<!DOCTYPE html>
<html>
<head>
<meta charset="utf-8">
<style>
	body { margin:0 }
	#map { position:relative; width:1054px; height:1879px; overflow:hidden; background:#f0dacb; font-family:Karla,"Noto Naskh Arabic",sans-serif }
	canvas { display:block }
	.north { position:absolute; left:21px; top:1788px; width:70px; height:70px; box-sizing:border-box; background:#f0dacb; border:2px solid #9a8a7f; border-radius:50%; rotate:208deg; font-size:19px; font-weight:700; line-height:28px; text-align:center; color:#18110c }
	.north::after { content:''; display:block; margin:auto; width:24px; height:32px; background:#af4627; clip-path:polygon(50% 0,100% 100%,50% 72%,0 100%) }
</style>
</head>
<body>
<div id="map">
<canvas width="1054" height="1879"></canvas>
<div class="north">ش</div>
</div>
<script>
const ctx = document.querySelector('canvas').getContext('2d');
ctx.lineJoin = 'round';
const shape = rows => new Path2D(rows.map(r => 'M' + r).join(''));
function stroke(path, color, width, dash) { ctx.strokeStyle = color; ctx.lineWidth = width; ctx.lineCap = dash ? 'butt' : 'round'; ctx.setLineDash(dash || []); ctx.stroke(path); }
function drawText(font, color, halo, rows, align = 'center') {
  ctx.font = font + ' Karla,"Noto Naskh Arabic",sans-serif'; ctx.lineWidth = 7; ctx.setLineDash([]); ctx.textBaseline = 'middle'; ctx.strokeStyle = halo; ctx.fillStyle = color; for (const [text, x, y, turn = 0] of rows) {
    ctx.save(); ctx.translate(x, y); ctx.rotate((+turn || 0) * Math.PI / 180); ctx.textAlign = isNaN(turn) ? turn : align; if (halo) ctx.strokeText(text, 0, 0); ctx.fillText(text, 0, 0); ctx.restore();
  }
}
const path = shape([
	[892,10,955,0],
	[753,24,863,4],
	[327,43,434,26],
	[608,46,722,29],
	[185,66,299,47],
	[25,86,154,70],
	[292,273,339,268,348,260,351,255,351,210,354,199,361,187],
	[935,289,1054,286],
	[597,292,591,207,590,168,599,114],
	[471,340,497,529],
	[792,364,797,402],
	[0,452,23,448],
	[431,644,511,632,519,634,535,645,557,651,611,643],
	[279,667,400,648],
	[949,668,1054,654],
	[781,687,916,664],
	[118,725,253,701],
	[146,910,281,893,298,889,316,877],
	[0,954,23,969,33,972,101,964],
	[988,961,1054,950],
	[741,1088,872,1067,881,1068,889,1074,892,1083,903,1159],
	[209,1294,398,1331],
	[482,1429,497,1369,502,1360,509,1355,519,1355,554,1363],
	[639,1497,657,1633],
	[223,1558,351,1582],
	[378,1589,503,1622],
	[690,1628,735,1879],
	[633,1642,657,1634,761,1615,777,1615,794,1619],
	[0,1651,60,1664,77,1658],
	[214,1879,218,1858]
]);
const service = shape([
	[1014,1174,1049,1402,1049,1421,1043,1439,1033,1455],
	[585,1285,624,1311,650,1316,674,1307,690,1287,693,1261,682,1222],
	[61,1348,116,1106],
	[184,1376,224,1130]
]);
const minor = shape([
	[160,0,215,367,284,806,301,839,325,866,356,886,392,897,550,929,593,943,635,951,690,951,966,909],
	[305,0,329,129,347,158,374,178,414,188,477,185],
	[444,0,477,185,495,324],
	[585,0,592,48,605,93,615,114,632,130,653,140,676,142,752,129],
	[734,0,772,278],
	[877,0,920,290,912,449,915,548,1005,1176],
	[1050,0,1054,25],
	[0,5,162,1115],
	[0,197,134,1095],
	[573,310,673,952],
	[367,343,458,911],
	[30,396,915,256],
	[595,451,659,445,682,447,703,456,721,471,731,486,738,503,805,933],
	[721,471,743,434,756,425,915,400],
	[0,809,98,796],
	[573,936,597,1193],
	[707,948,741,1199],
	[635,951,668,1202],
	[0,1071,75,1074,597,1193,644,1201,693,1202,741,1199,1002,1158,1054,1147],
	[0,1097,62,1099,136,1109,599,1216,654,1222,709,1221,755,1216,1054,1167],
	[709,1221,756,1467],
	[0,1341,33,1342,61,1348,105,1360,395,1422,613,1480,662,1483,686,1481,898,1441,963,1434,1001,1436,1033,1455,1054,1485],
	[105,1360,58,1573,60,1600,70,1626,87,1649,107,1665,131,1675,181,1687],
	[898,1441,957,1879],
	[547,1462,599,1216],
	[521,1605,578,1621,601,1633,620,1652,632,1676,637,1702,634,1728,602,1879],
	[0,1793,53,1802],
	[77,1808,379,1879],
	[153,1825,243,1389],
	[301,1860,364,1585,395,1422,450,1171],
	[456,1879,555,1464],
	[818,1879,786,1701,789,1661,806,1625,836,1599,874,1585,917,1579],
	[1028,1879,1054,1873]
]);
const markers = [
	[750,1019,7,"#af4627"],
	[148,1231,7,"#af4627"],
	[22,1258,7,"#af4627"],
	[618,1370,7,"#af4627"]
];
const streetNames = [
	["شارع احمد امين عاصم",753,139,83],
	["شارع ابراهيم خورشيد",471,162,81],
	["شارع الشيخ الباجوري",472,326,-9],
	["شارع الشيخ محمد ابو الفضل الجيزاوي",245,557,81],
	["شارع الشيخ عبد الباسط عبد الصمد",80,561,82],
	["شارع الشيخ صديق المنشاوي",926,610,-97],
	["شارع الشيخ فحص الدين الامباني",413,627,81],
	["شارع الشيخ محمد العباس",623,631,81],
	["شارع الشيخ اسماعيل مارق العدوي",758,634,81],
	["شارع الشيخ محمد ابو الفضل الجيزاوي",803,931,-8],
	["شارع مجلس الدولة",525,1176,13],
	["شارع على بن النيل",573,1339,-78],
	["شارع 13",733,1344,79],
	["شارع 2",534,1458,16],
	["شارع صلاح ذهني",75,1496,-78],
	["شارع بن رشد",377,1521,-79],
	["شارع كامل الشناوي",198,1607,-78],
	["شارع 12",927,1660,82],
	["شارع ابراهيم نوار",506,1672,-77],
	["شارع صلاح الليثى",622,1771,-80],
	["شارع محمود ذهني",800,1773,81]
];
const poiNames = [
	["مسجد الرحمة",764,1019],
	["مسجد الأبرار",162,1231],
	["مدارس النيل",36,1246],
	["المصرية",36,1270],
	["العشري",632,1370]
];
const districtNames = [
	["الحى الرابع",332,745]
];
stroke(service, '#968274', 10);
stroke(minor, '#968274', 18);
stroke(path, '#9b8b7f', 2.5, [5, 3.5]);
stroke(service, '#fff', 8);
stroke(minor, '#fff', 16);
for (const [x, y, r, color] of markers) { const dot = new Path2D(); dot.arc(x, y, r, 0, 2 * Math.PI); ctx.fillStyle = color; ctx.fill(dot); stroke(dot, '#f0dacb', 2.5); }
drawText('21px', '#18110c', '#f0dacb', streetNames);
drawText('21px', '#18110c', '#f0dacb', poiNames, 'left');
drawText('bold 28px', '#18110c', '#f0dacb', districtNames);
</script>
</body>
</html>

What is required:
The required answer is the run of lines above, starting at the line with "ctx.save(); ctx.translate(x, y);" and ending at the line with "[184,1376,224,1130]", reproduced exactly with both ends.

Task solution:
    ctx.save(); ctx.translate(x, y); ctx.rotate((+turn || 0) * Math.PI / 180); ctx.textAlign = isNaN(turn) ? turn : align; if (halo) ctx.strokeText(text, 0, 0); ctx.fillText(text, 0, 0); ctx.restore();
  }
}
const path = shape([
	[892,10,955,0],
	[753,24,863,4],
	[327,43,434,26],
	[608,46,722,29],
	[185,66,299,47],
	[25,86,154,70],
	[292,273,339,268,348,260,351,255,351,210,354,199,361,187],
	[935,289,1054,286],
	[597,292,591,207,590,168,599,114],
	[471,340,497,529],
	[792,364,797,402],
	[0,452,23,448],
	[431,644,511,632,519,634,535,645,557,651,611,643],
	[279,667,400,648],
	[949,668,1054,654],
	[781,687,916,664],
	[118,725,253,701],
	[146,910,281,893,298,889,316,877],
	[0,954,23,969,33,972,101,964],
	[988,961,1054,950],
	[741,1088,872,1067,881,1068,889,1074,892,1083,903,1159],
	[209,1294,398,1331],
	[482,1429,497,1369,502,1360,509,1355,519,1355,554,1363],
	[639,1497,657,1633],
	[223,1558,351,1582],
	[378,1589,503,1622],
	[690,1628,735,1879],
	[633,1642,657,1634,761,1615,777,1615,794,1619],
	[0,1651,60,1664,77,1658],
	[214,1879,218,1858]
]);
const service = shape([
	[1014,1174,1049,1402,1049,1421,1043,1439,1033,1455],
	[585,1285,624,1311,650,1316,674,1307,690,1287,693,1261,682,1222],
	[61,1348,116,1106],
	[184,1376,224,1130]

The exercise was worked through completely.